Eurex Zurich. (Eurex CH) Zurich, Switzerland
OM London Exchange Limited. (OM) London, U.K.
Hong Kong Futures Exchange Ltd. (HKFE) Hong Kong, China
International Petroleum Exchange of London Limited. (IPE) London, U.K.
Eurex Deutschland. (Eurex) Frankfurt, Germany
SFE Corporation Ltd. Sydney, Australia and Auckland, New Zealand
Euronext Paris. Paris, France
London International Financial Futures and Options Exchange (LIFFE). London,
Here is a follow up comment from GreenTraderTax
Note that although I am sympathetic to the argument that any foreign
board or exchange that has received notification from the CFTC under Rule
30.10 is a qualified board or exchange under Section 1256(g), the IRS
has not ruled on this.
The 1993 Johnson TC Memo case cited on our website holds that the London
exchange was a board or exchange, under prior law dealing with the definition
of a capital asset and holding periods, former Section 1222.

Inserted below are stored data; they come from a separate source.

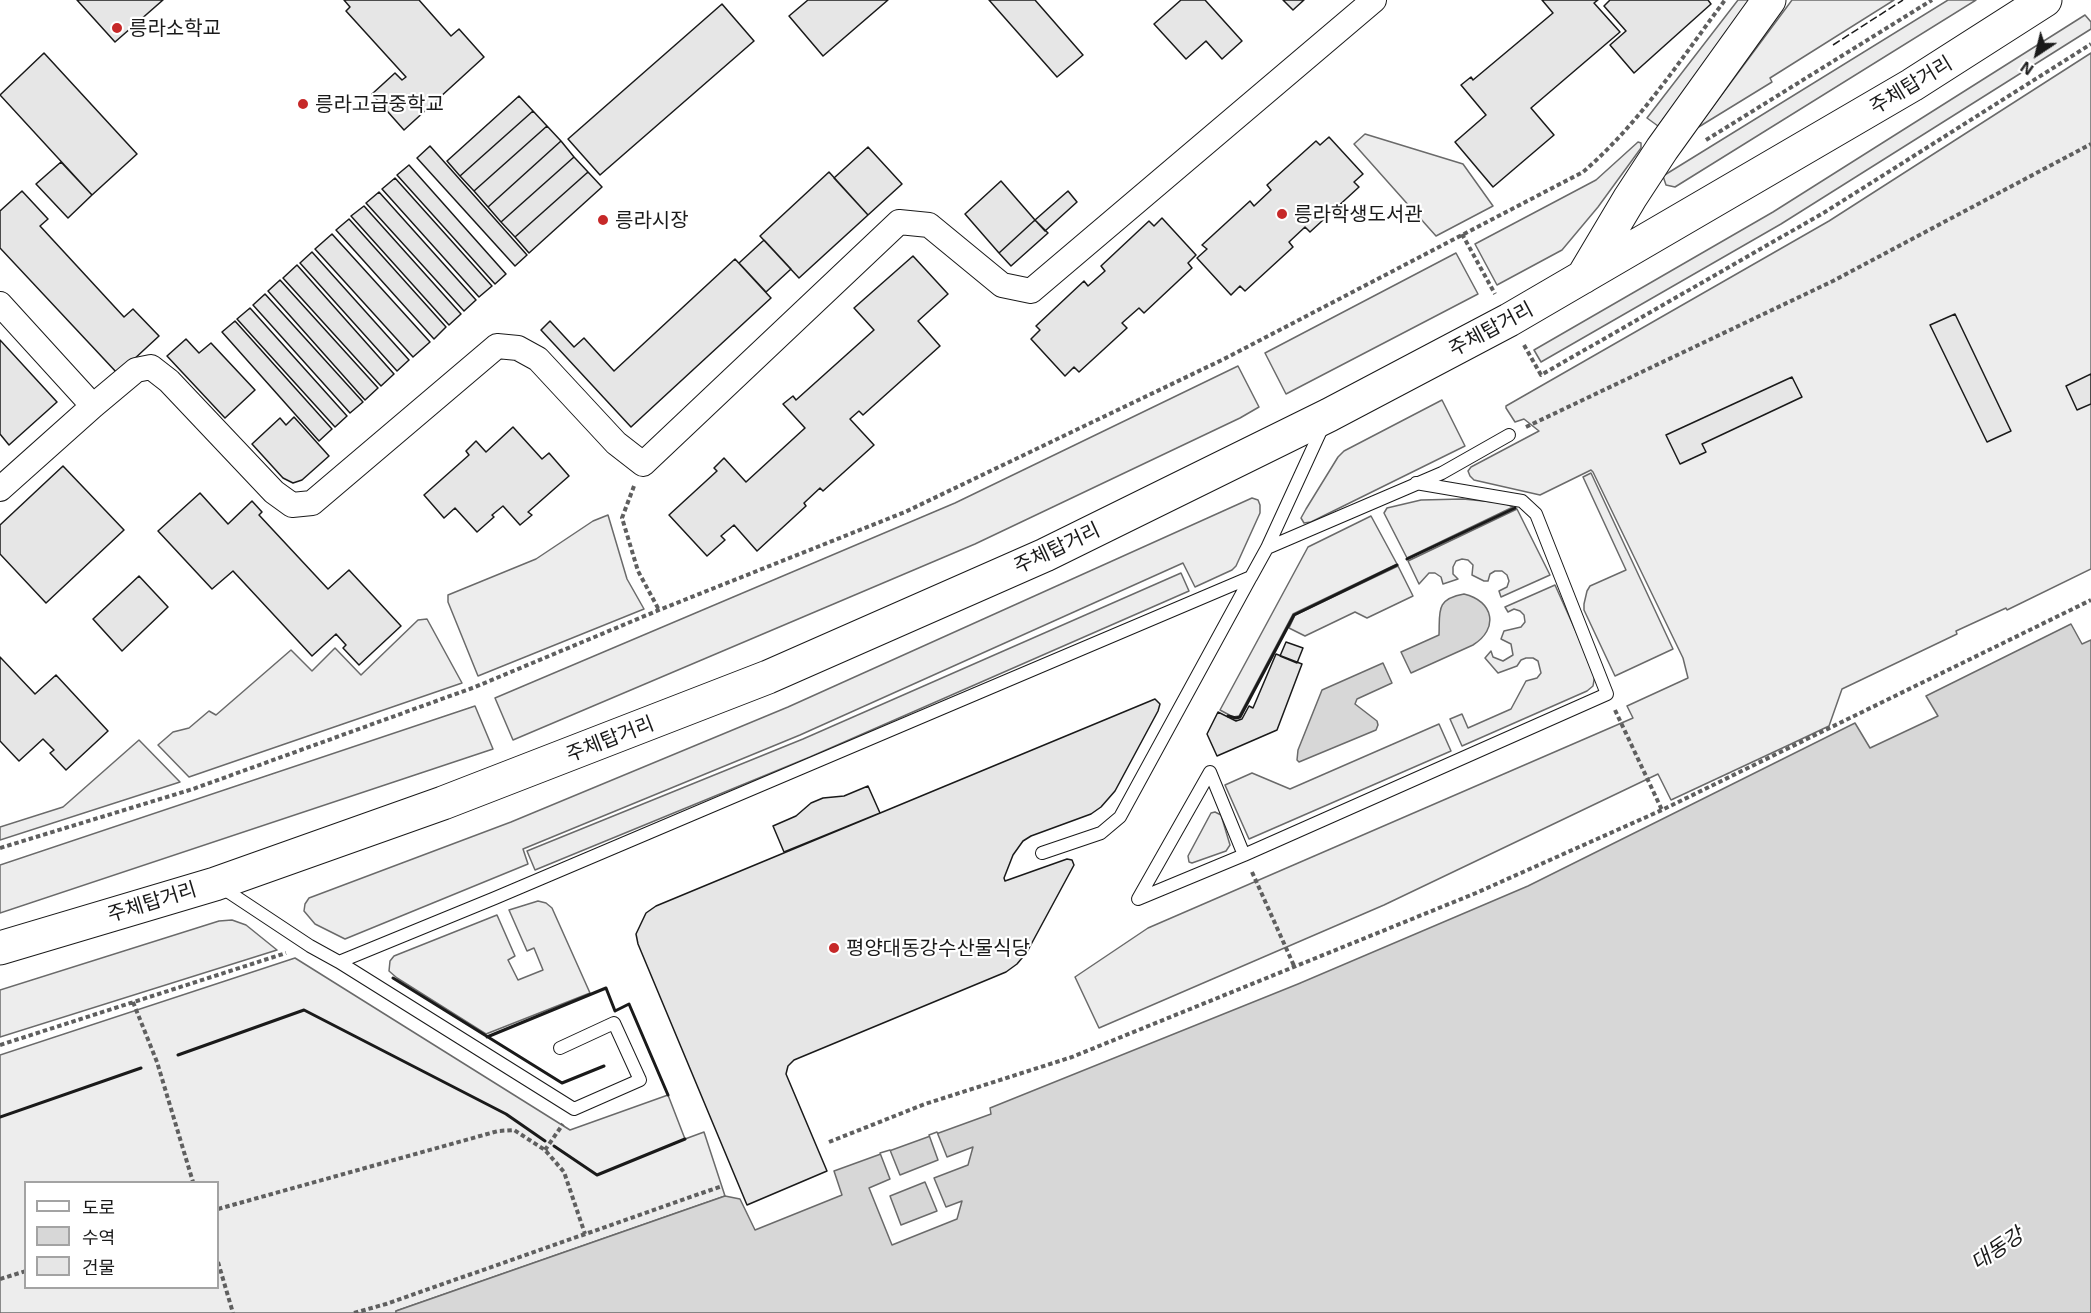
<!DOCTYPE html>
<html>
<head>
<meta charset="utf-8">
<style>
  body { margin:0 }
  #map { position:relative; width:2091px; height:1313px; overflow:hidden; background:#fff; font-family:"Exo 2","Noto Sans KR",sans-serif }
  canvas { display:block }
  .legend { position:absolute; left:24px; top:1181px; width:195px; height:108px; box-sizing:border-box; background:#fff; border:2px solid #a3a3a3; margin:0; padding:8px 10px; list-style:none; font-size:18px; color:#1a1a1a }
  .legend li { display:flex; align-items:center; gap:12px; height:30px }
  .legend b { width:30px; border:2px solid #a3a3a3 }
  .north { position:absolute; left:2007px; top:24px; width:60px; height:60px; -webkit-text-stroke:4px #fff; paint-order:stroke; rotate:215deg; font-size:16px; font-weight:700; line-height:24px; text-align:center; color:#1a1a1a }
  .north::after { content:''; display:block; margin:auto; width:21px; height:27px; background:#1a1a1a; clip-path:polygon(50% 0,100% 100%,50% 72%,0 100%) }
</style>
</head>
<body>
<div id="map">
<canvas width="2091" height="1313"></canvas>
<ul class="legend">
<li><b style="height:8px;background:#fff"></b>도로</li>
<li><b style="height:16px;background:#d7d7d7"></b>수역</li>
<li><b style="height:16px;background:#e6e6e6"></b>건물</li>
</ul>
<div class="north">N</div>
</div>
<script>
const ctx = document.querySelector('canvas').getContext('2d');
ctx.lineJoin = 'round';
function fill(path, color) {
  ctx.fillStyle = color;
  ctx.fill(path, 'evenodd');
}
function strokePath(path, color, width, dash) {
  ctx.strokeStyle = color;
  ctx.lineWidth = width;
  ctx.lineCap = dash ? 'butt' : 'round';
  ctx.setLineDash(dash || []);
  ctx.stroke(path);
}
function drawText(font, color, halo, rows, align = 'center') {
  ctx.font = font + ' "Exo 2","Noto Sans KR",sans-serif';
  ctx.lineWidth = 4.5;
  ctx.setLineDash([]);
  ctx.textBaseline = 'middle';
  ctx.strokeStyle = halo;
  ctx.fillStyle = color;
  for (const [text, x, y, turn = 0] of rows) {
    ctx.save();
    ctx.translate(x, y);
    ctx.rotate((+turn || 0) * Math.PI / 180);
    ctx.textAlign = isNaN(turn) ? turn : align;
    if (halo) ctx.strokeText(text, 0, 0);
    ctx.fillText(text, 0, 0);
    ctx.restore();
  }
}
const built = new Path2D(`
  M1738 0H1755L1658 126 1647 118Z
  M1792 0H1894L1770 78 1772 82 1697 128Z
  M1948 0H1976L1675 187 1666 185 1663 176Z
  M2085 15 2091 22V29L1781 224 1541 362 1534 350 1773 212Z
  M2091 53V569L2007 610 2006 608 1956 631 1957 634 1842 689 1829 726 1791 744 1671 800 1658 774 1384 905 1099 1028 1075 977 1148 928 1633 718 1627 706 1688 678 1683 658 1593 472 1591 470 1540 495 1474 480 1470 476 1468 471 1471 467 1539 431 1524 419 1515 422 1506 408V406L1829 221Z
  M1365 134 1463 164 1493 206 1436 236 1354 144Z
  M1638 142 1641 143V148L1598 207 1562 250 1497 285 1475 244 1596 180Z
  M1456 253 1478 294 1286 394 1265 353Z
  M1238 366 1259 407 1240 418 975 544 513 740 495 698 955 503Z
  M1442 400 1465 446 1311 522 1304 523 1301 518 1306 509 1338 457 1344 451Z
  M1591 473 1673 649 1615 676 1584 610V604L1587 591 1590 586 1626 570 1583 477Z
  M1252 498 1258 500 1260 505V513L1236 566 1232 570 1195 587 1183 563 800 735 523 849 528 864 345 939 315 924 304 911 305 904 309 898 511 822 788 707Z
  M1463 499 1504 503 1513 507 1407 558 1384 513 1387 508 1421 500Z
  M1517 509 1550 575 1501 597 1499 591 1507 587 1509 581 1507 575 1502 571H1495L1490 574 1488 581H1484L1472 575 1473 565 1468 560 1462 559 1456 561 1453 567V574L1458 579 1443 584 1441 577 1435 573H1429L1419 584 1408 561Z
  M608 515 627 579 644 609 478 676 448 602V595L536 559 593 521Z
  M1371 516 1397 564 1293 614 1239 716 1233 717 1220 710 1308 547Z
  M1398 566 1413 596 1367 618 1355 612 1305 636 1289 628 1295 615Z
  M1181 573 1189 591 810 757 535 870 527 851 803 739Z
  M1555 585 1595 674 1593 686 1587 691 1462 746 1450 719 1462 714 1468 728 1511 709 1526 681 1537 678 1541 673 1538 661 1533 658H1526L1521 660 1517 666 1498 673 1485 658 1491 651 1493 657 1503 661 1513 655 1511 644 1501 639 1504 631 1521 627 1525 622 1524 615 1520 611 1514 609 1508 612 1505 607Z
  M427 619 462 683 189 777 158 745 173 732 189 728 209 711 216 715 291 650 312 671 335 648 361 675 418 620Z
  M475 706 493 749 0 913V865Z
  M1439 724 1451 751 1249 839 1225 785 1252 773 1290 789Z
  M139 740 180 782 0 840V827L63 807Z
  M1215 812 1221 815 1230 845 1226 851 1192 863 1189 862 1188 856 1211 813Z
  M538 901 546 903 552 908 590 993 486 1034 397 978 389 971 390 961 394 956 497 915 515 956 508 960 518 980 543 970 534 948 527 951 509 910Z
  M232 920 246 925 277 950 0 1037V990L219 921Z
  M295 958 570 1130 668 1095 685 1139 704 1132 725 1196 396 1311V1313H0V1055ZM26 1182H218V1288H26Z`);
const water = new Path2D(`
  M1464 594C1494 601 1499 629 1473 645L1411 673 1401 652 1439 635C1440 612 1435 599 1464 594Z
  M2071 624 2082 644 2091 640V1313H396V1311L725 1196 740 1199 755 1230 842 1195 834 1171 991 1114 990 1108 1298 984 1528 886 1855 723 1870 748 1938 716 1926 696Z
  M1383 663 1392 683 1357 699 1355 704 1377 721 1378 725 1376 730 1299 762 1297 760 1298 750 1322 690Z`);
const pier = new Path2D(`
  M937 1132 947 1157 973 1147 968 1165 934 1178 946 1207 962 1201 957 1219 892 1245 869 1188 890 1179 880 1153 890 1150 900 1175 938 1160 929 1135ZM925 1182 937 1211 901 1225 890 1196Z`);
const building = new Path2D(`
  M77 0H163L115 42Z
  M344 0H419L451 36 459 29 484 57 404 130 372 94 395 73 402 80 406 77 346 11 350 7Z
  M808 0H888L823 56 789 16Z
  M989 0H1035L1083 55 1057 77Z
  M1181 0H1205L1242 41 1222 59 1206 41 1186 59 1154 24Z
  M1283 0H1304L1293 10Z
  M1542 0H1598L1594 3 1620 32 1531 108 1554 135 1493 187 1455 142 1486 115 1461 85 1471 77 1473 80 1553 13Z
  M1610 0H1708L1711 4 1634 73 1610 45 1626 31 1604 6Z
  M722 4 754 41 600 175 568 139Z
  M44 53 137 154 92 195 0 95Z
  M519 96 533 111 460 176 447 161Z
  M533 111 547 126 474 191 460 176Z
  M547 126 561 141 488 207 474 191Z
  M1329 137 1363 174 1354 182 1359 187 1310 232 1305 227 1289 242 1293 247 1245 291 1240 286 1231 295 1197 258 1207 249 1202 245 1250 201 1254 206 1271 190 1267 185 1316 141 1320 145Z
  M561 141 574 157 501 222 488 207Z
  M430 146 527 255 515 266 417 158Z
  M868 147 902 184 868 215 834 178Z
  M574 157 588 172 515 237 501 222Z
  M61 162 92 195 68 218 36 184Z
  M409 165 506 274 495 284 397 175Z
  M588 172 602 187 529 253 515 237Z
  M829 172 868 215 799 278 760 236Z
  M395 178 492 286 479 297 382 189Z
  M1001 181 1035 220 999 253 965 214Z
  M22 191 48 219 40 226 124 317 133 309 159 336 118 374 0 248V211Z
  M1068 191 1077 202 1045 231 1035 220Z
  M379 192 476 300 464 311 366 203Z
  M364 206 461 314 449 325 351 216Z
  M1162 218 1196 255 1188 263 1192 268 1144 313 1139 308 1122 323 1127 328 1079 372 1074 367 1065 376 1031 339 1040 330 1036 326 1084 281 1088 286 1105 271 1101 266 1149 221 1154 226Z
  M349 219 446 327 434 339 336 230Z
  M1035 220 1048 233 1011 266 999 253Z
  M332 234 430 342 413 357 315 249Z
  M764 240 791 269 766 292 739 263Z
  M312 252 409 360 397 371 300 263Z
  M913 256 948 294 918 321 940 346 863 415 859 411 850 419 874 445 823 491 820 488 804 503 806 506 757 551 734 525 721 536 725 540 707 556 669 515 717 471 714 468 724 458 746 482 805 428 783 404 793 396 796 400 874 330 854 308Z
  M735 259 771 298 631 427 541 330 550 321 574 347 584 338 614 371Z
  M297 265 394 374 381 386 283 278Z
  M280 280 378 388 365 400 268 291Z
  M265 294 363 402 350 413 253 305Z
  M250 308 347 416 335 427 237 319Z
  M1955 314 2011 431 1987 442 1930 325Z
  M235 321 332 429 319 441 222 332Z
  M186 339 199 353 211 343 255 390 225 418 167 356Z
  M0 340 57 402 9 445 0 434Z
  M2091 374V404L2077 410 2066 386Z
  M1792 377 1802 397 1702 444 1706 452 1680 464 1666 435Z
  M294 417 329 456 302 480 293 483 283 478 252 444 280 418 286 425Z
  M513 427 542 459 549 453 569 476 528 512 532 515 520 525 503 506 492 515 494 517 477 532 455 508 444 518 424 495 469 455 466 451 476 441 486 452Z
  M63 466 124 530 46 603 0 554V525Z
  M200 493 228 524 252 501 262 512 259 515 328 589 349 570 401 626 359 665 343 648 346 645 336 634 312 656 233 571 212 589 158 531Z
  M139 576 168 607 122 651 93 619Z
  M1286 642 1303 648 1297 663 1280 656Z
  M1276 654 1302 664 1277 730 1217 756 1207 734 1218 712 1236 721 1242 719 1249 706 1253 708Z
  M0 657 35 694 56 675 108 731 66 770 50 753 54 750 43 739 19 761 0 741Z
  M1155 699 1160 704 1158 711 1115 791 1101 807 1091 814 1031 836 1023 841 1013 855 1004 878 1005 881 1067 859 1072 860 1074 865 1027 952 1017 964 1006 972 794 1060 788 1066 786 1074 827 1171 747 1205 638 944 636 934 646 913 656 906Z
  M868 786 880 813 784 852 773 826 796 816 811 803 823 798 844 796Z`);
const path = new Path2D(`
  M1706 140 1932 0
  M1462 234 1495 294
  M1524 345 1541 375 1825 212 2091 44
  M1526 427 1833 281 2091 144
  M634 486 622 518 638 571 659 610
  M1615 710 1662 810
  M0 848 193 789 475 687 659 610 905 512 1224 359 1583 172C1639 124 1681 59 1725 0
  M1252 872 1295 968
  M133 1002 157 1062 193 1182
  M0 1045 286 953
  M829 1142 925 1104 1072 1057 1476 893 1662 810 2091 600
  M545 1150 563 1124
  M218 1209 498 1131 514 1130 545 1150 564 1172 585 1234
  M218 1262 233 1313
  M0 1279 26 1271
  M354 1313 386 1304 722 1186`);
const lane = new Path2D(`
  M1267 548 1442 473 1509 435
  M1042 853 1101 833 1120 817 1251 577
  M1244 855 1210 772 1138 899 1244 855 1607 694 1536 514 1522 501 1416 483
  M221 887 310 946 339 962 574 1109 640 1080 614 1023 560 1048
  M339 962 495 898 1251 577 1267 548 1323 426`);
const street = new Path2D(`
  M0 304 93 406 136 370 151 367 169 381 274 492 292 505 312 503 497 346 518 348 538 359 616 443 643 464 899 222 929 225 1002 285 1031 291 1374 0
  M0 489 93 406`);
const secondary = new Path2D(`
  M1583 277 1630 198 1662 149 1769 0
  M0 948 215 884 443 803 768 677 1045 555 1329 415 1509 320 1912 85 2045 0`);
const fence = new Path2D(`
  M1833 45 1903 0`);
const wall = new Path2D(`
  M1407 559 1515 508
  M1228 716 1236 718 1240 717 1294 615 1397 565
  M393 978 562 1083 604 1066
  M487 1037 606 988 615 1011 629 1004 668 1095
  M178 1055 304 1010 506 1114 545 1141
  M0 1117 141 1068
  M554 1146 597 1175 685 1139`);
const markers = [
  [117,28,6,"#c62828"],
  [303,104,6,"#c62828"],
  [1282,214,6,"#c62828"],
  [603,220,6,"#c62828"],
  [834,948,6,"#c62828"]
];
const poiNames = [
  ["릉라소학교",129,28],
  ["릉라고급중학교",315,104],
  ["릉라학생도서관",1294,214],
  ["릉라시장",615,220],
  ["평양대동강수산물식당",846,948]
];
const streetNames = [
  ["주체탑거리",1911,85,-31],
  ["주체탑거리",1491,329,-28],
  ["주체탑거리",1057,548,-25],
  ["주체탑거리",610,739,-21],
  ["주체탑거리",152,902,-17]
];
const waterNames = [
  ["대동강",1997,1249,-34]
];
fill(built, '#ededed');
strokePath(built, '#6a6a6a', 1.5);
fill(water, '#d7d7d7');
strokePath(water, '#6a6a6a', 1.5);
fill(pier, '#fff');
strokePath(pier, '#6a6a6a', 1.5);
fill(building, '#e6e6e6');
strokePath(building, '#1a1a1a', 1.5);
strokePath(lane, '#1a1a1a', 14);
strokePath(street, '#1a1a1a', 26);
strokePath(secondary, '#1a1a1a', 35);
strokePath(path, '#5f5f5f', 4, [4.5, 3]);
strokePath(lane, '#fff', 12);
strokePath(street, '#fff', 24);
strokePath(secondary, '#fff', 33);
strokePath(fence, '#1a1a1a', 1.5, [8, 3]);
strokePath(wall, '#1a1a1a', 3);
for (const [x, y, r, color] of markers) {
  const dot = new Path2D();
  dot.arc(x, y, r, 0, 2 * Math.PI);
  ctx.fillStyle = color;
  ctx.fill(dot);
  strokePath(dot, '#fff', 2);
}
drawText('20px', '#1a1a1a', '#fff', poiNames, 'left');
drawText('20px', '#1a1a1a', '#fff', streetNames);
drawText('italic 21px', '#1a1a1a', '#fff', waterNames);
</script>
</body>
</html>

The court did not hold that the London exchange was a qualified board
or exchange under Section 1256(g), as the case's facts arose before the
enactment of Section 1256. Therefore, while Johnson is favorable, there
is still a gap, as our website makes clear.
Should an aggressive taxpayer conclude that the gap should be filled in
by default? Our websiste certainly gives fair disclosure, and leaves it
up to the taxpayer. Certainly, I think that there is a reasonable basis
for a return position. The IRS itself has acted recently to extend these
interstitial gaps, in the area of "foreign currency contracts"
by arguing that the term includes not just interbank traded forwards,
but other OTC forex contracts as well.